SOUND/IMAGE 2025 Festival – Concert 3

Day Two: Friday 7 November

Bathway Theatre

12 – 1pm, Concert 3 – Acousmatic

Hector Bravo Benard – Nowhere

This an electroacoustic piece built up of sounds produced with different household objects and processed using delays, filters, and spectral techniques. The sounds are arranged in 3D space and rendered using a higher order Ambisonics setup. The title makes reference to the feeling of being at once digitally connected to the whole world, but also completely physically isolated and with no real contact with people, close to the whole world, but at the same time situated nowhere at all.

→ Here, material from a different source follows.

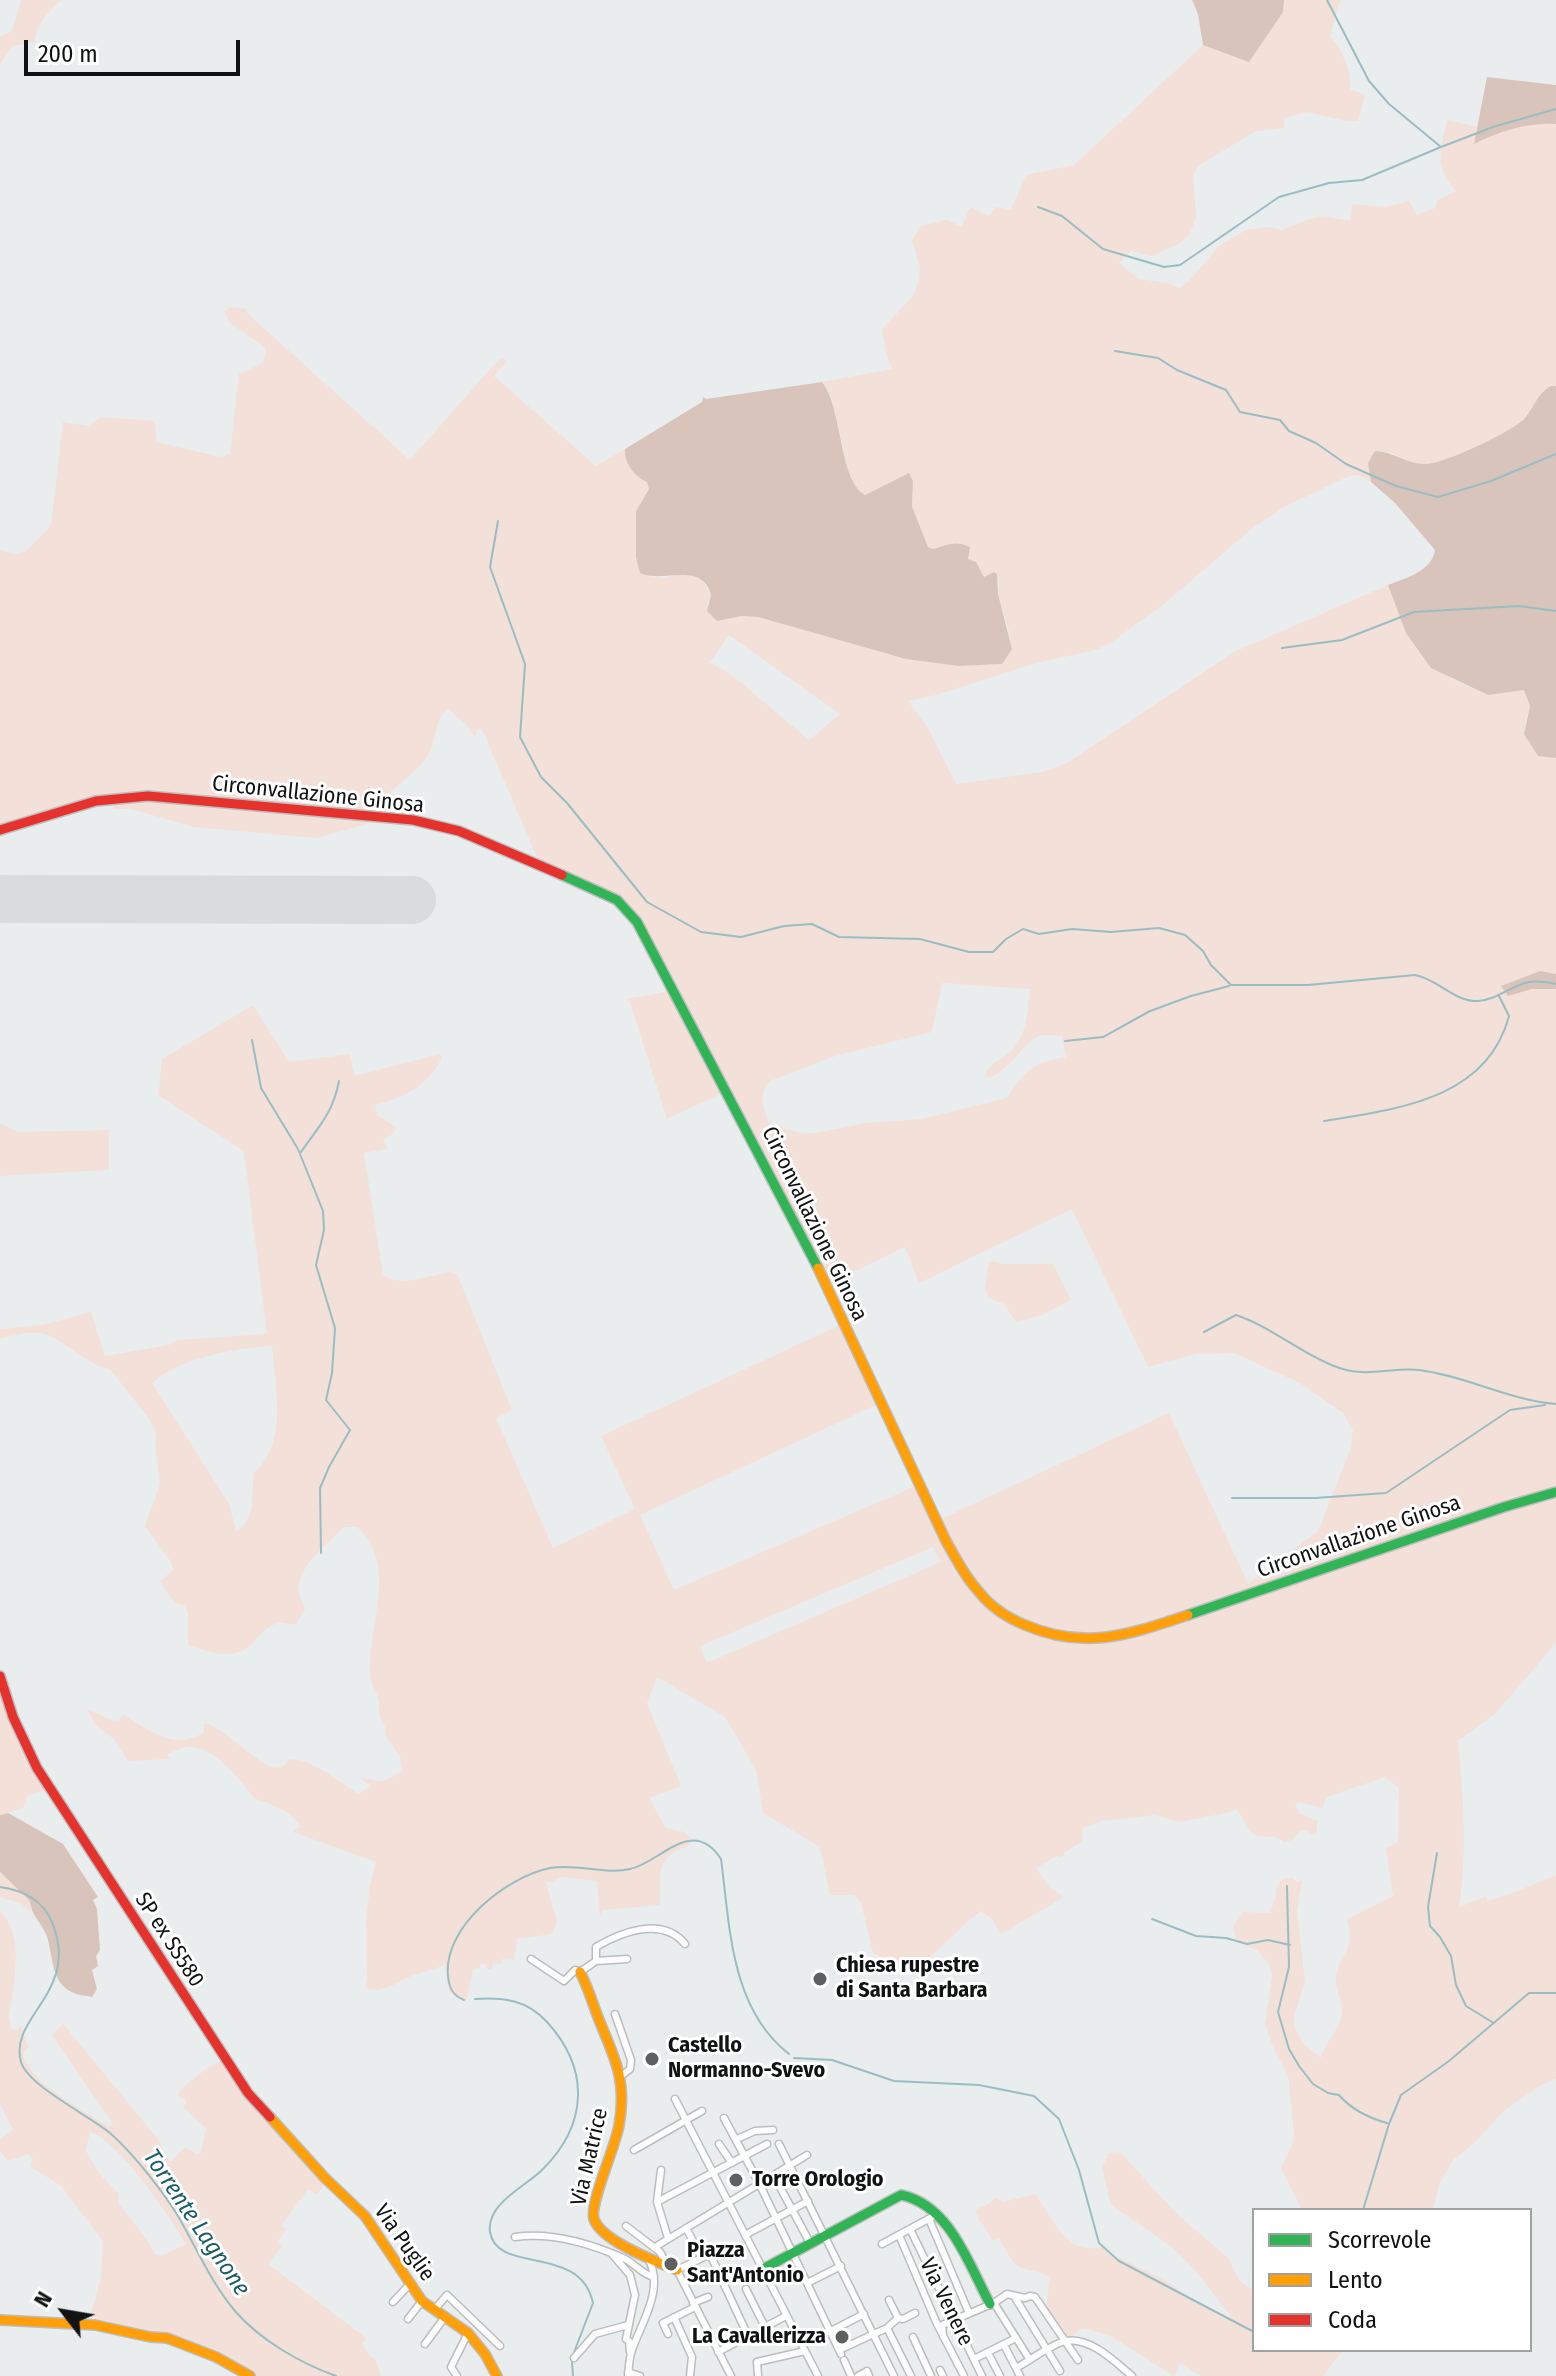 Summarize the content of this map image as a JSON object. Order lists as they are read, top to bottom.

Originally from Mexico City, studied philosophy and music at the University of Victoria (Canada), and later at the Xenakis Centre (France), the Institute of Sonology and the Royal and Rotterdam Conservatories (Netherlands), the Autonomous National University of Mexico, the University of Washington’s DXARTS center (USA), and the University of Birmingham (UK). He writes sound-based music for acoustic instruments, live electronics, and fixed media, with a focus on timbral and spatial elements. His works have been presented internationally at events such as the ICMC, BEAST FEaST, SEAMUS, Gaudeamus, NYCEMF, Sonorities Belfast, Espacios Sonoros, ACMA, and the Kyma International Sound Symposium. Currently lives in the Netherlands, working as an independent artist and music software developer.


Nikki ShethChiroptera

Over 500 species of plants worldwide rely on bats for pollination, a fact that is not widely known. Bats are important insect controllers, bat guano makes excellent fertiliser, bats play a key role in dispersing seeds and bats are barometers of our planet’s health. Without them, there is no us.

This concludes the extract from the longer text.